CHRISSY CARTER, a former equities sales trader, has many traits of a successful entrepreneur. With a mind she calls "a giant calendar," the 30-year-old from Jersey City plans ahead, keeps appointments and puts in long hours on marketing plans and e-mail lists. She promotes her enterprise through newsletters and a Web site.
Ms. Carter's business? She's a yoga instructor.
Like others who have traded life as "a suit" for life in a track suit (or its breathable yogic equivalent), Ms. Carter finds herself using skills she learned in the corporate world. And, like others, she knows the change can require a pay cut. Her annual income fell to about $20,000 from six figures when she started teaching full time in 2004. While business has "grown tremendously" since, Ms. Carter said, it will never match her finance-industry earnings.
"I've worked harder in the last four years than I ever have in my life," she said.
What avid exerciser hasn't mused - while huffing and puffing toe-to-toe with a trainer, maybe, or hitting an endorphin peak during a run - about chucking the desk job and going into fitness full time?

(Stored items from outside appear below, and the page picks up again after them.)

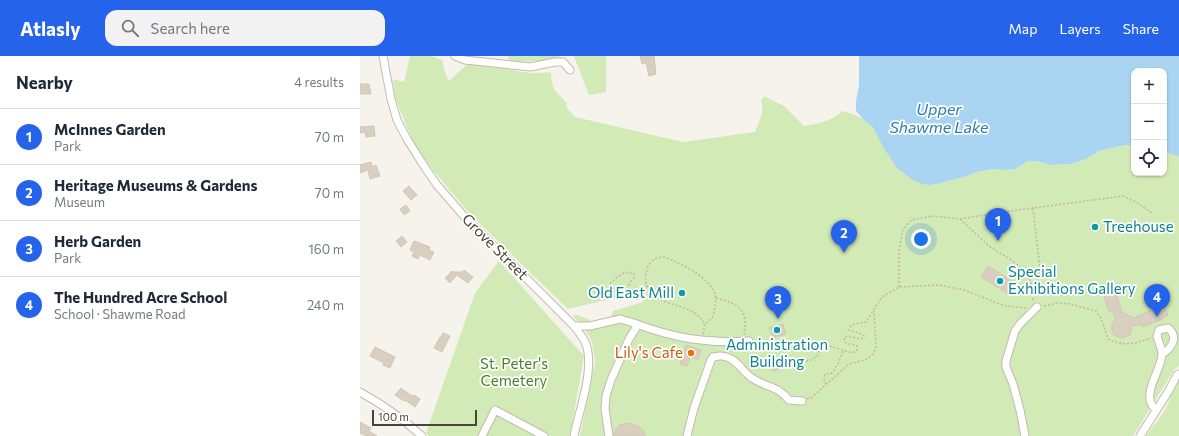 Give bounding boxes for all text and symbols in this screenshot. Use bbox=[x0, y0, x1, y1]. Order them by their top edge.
search box bbox=[105, 10, 385, 46]
text: Atlasly bbox=[20, 17, 81, 40]
icon: search bbox=[119, 17, 141, 39]
text: Search here bbox=[151, 19, 230, 37]
text: Map bbox=[1009, 20, 1037, 37]
text: Layers bbox=[1059, 20, 1101, 37]
text: Share bbox=[1123, 20, 1159, 37]
map controls bbox=[1131, 68, 1167, 176]
button: + bbox=[1131, 68, 1167, 104]
text: Nearby bbox=[16, 72, 73, 93]
text: 4 results bbox=[294, 74, 344, 90]
water label: Upper Shawme Lake bbox=[889, 99, 989, 136]
button: − bbox=[1131, 104, 1167, 140]
text: McInnes Garden bbox=[54, 120, 166, 138]
text: 1 bbox=[26, 129, 32, 145]
text: 70 m bbox=[315, 129, 344, 145]
text: Park bbox=[54, 138, 81, 154]
button: locate bbox=[1131, 140, 1167, 176]
text: Heritage Museums & Gardens bbox=[54, 176, 257, 194]
text: 2 bbox=[25, 185, 33, 201]
text: 70 m bbox=[315, 185, 344, 201]
text: Museum bbox=[54, 194, 105, 210]
pin: 1 bbox=[985, 208, 1011, 241]
street label: Grove Street bbox=[459, 210, 532, 283]
place label: Treehouse bbox=[1103, 217, 1174, 235]
pin: 2 bbox=[831, 220, 857, 253]
marker: Treehouse bbox=[1090, 222, 1100, 232]
your location bbox=[911, 229, 931, 249]
text: Herb Garden bbox=[54, 232, 141, 250]
text: 3 bbox=[25, 241, 33, 257]
text: 160 m bbox=[308, 241, 344, 257]
text: Park bbox=[54, 250, 81, 266]
place label: Special Exhibitions Gallery bbox=[1008, 262, 1136, 297]
marker: Special Exhibitions Gallery bbox=[995, 276, 1005, 286]
place label: Old East Mill bbox=[588, 283, 674, 301]
pin: 4 bbox=[1144, 284, 1170, 317]
pin: 3 bbox=[765, 286, 791, 319]
text: The Hundred Acre School bbox=[54, 288, 227, 306]
marker: Old East Mill bbox=[677, 288, 687, 298]
text: 4 bbox=[25, 297, 33, 313]
text: 240 m bbox=[307, 297, 344, 313]
text: School · Shawme Road bbox=[54, 306, 186, 322]
marker: Administration Building bbox=[772, 325, 782, 335]
place label: Administration Building bbox=[726, 335, 828, 370]
place label: Lily's Cafe bbox=[615, 343, 683, 361]
marker: Lily's Cafe bbox=[686, 348, 696, 358]
park label: St. Peter's Cemetery bbox=[480, 354, 548, 389]
scale bar bbox=[372, 408, 477, 427]
text: 100 m bbox=[378, 410, 409, 423] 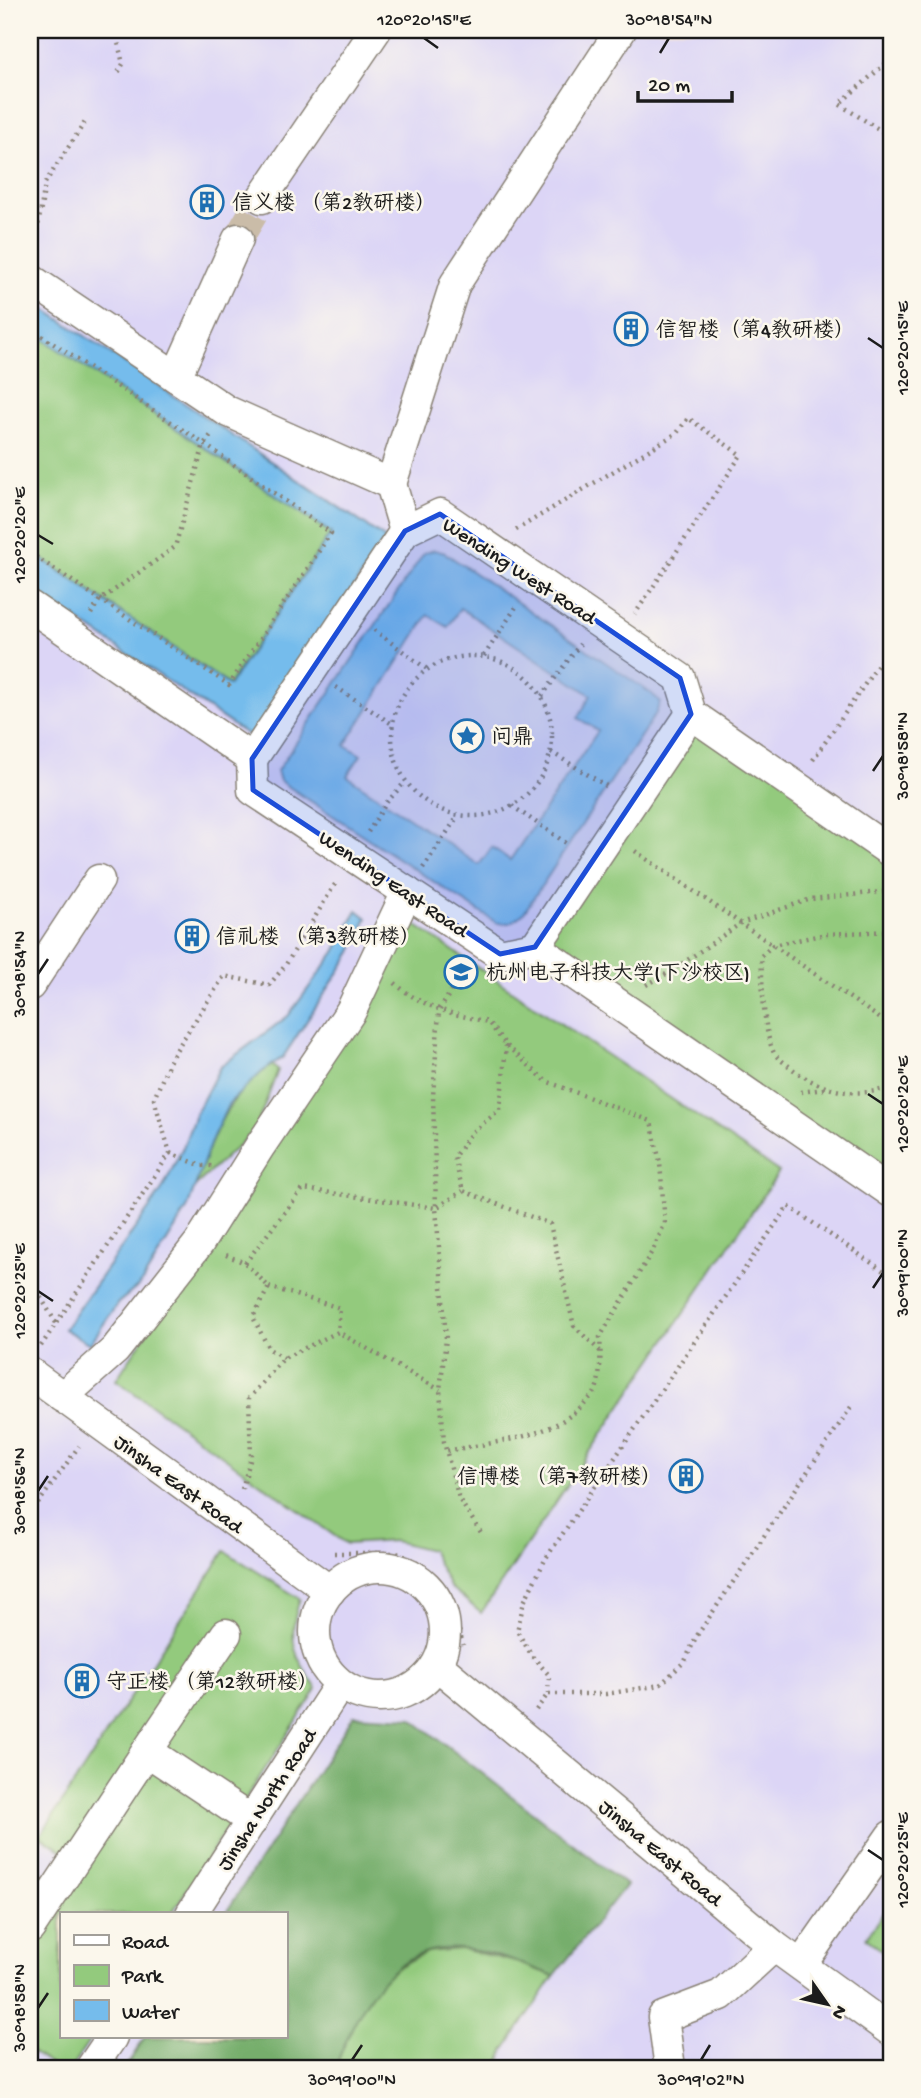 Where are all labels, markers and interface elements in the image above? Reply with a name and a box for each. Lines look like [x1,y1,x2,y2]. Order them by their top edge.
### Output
text: 120°20'15"E [376,11,472,32]
text: 30°18'54"N [625,11,712,32]
scale bar [638,60,732,104]
text: 20 m [648,75,690,100]
building icon: 信义楼 （第2教研楼） [188,183,226,221]
place label: 信义楼 （第2教研楼） [232,191,436,218]
text: 120°20'15"E [894,300,915,396]
building icon: 信智楼（第4教研楼） [612,310,650,348]
place label: 信智楼（第4教研楼） [656,318,855,345]
text: 120°20'20"E [11,486,32,584]
street label: Wending West Road [437,514,601,633]
text: 30°18'58"N [894,712,915,801]
place icon: 问鼎 [448,717,486,755]
place label: 问鼎 [491,726,533,752]
street label: Wending East Road [313,827,473,946]
building icon: 信礼楼 （第3教研楼） [173,917,211,955]
place label: 信礼楼 （第3教研楼） [216,925,421,952]
text: 30°18'54"N [11,931,32,1018]
school or university icon: 杭州电子科技大学(下沙校区) [442,953,480,991]
place label: 杭州电子科技大学(下沙校区) [486,961,750,988]
text: 120°20'20"E [894,1055,915,1153]
text: 30°19'00"N [894,1229,915,1318]
text: 120°20'25"E [11,1243,32,1340]
street label: Jinsha East Road [108,1431,248,1542]
text: 30°18'56"N [11,1447,32,1536]
building icon: 信博楼 （第7教研楼） [667,1457,705,1495]
place label: 信博楼 （第7教研楼） [457,1465,662,1492]
building icon: 守正楼 （第12教研楼） [63,1662,101,1700]
place label: 守正楼 （第12教研楼） [106,1670,319,1697]
street label: Jinsha North Road [214,1724,325,1877]
street label: Jinsha East Road [592,1796,727,1915]
text: 120°20'25"E [894,1812,915,1909]
legend [60,1912,287,2038]
text: Road [122,1932,170,1957]
text: 30°18'58"N [11,1964,32,2053]
text: Park [121,1966,165,1991]
north arrow [792,1968,862,2038]
text: N [825,2000,851,2023]
text: Water [122,2002,180,2027]
text: 30°19'00"N [307,2071,396,2092]
text: 30°19'02"N [657,2071,744,2092]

Counting those who do is hard, if not impossible, but some indications suggest that more people are mothballing their briefcases to enter a field that the federal Bureau of Labor Statistics forecasts will grow 27 percent from 2006 to 2016, as measured by the number of "fitness workers" (instructors, trainers and program directors).
Downturns in other sectors will increase those ranks, predicts Paul Garbarino, director of operations for the National Council on Strength and Fitness, which certifies personal trainers. Workers in a slow economy "tend to branch out for additional professional training," he said. "Some people make career changes; some just develop an additional skill set to keep in their back pocket."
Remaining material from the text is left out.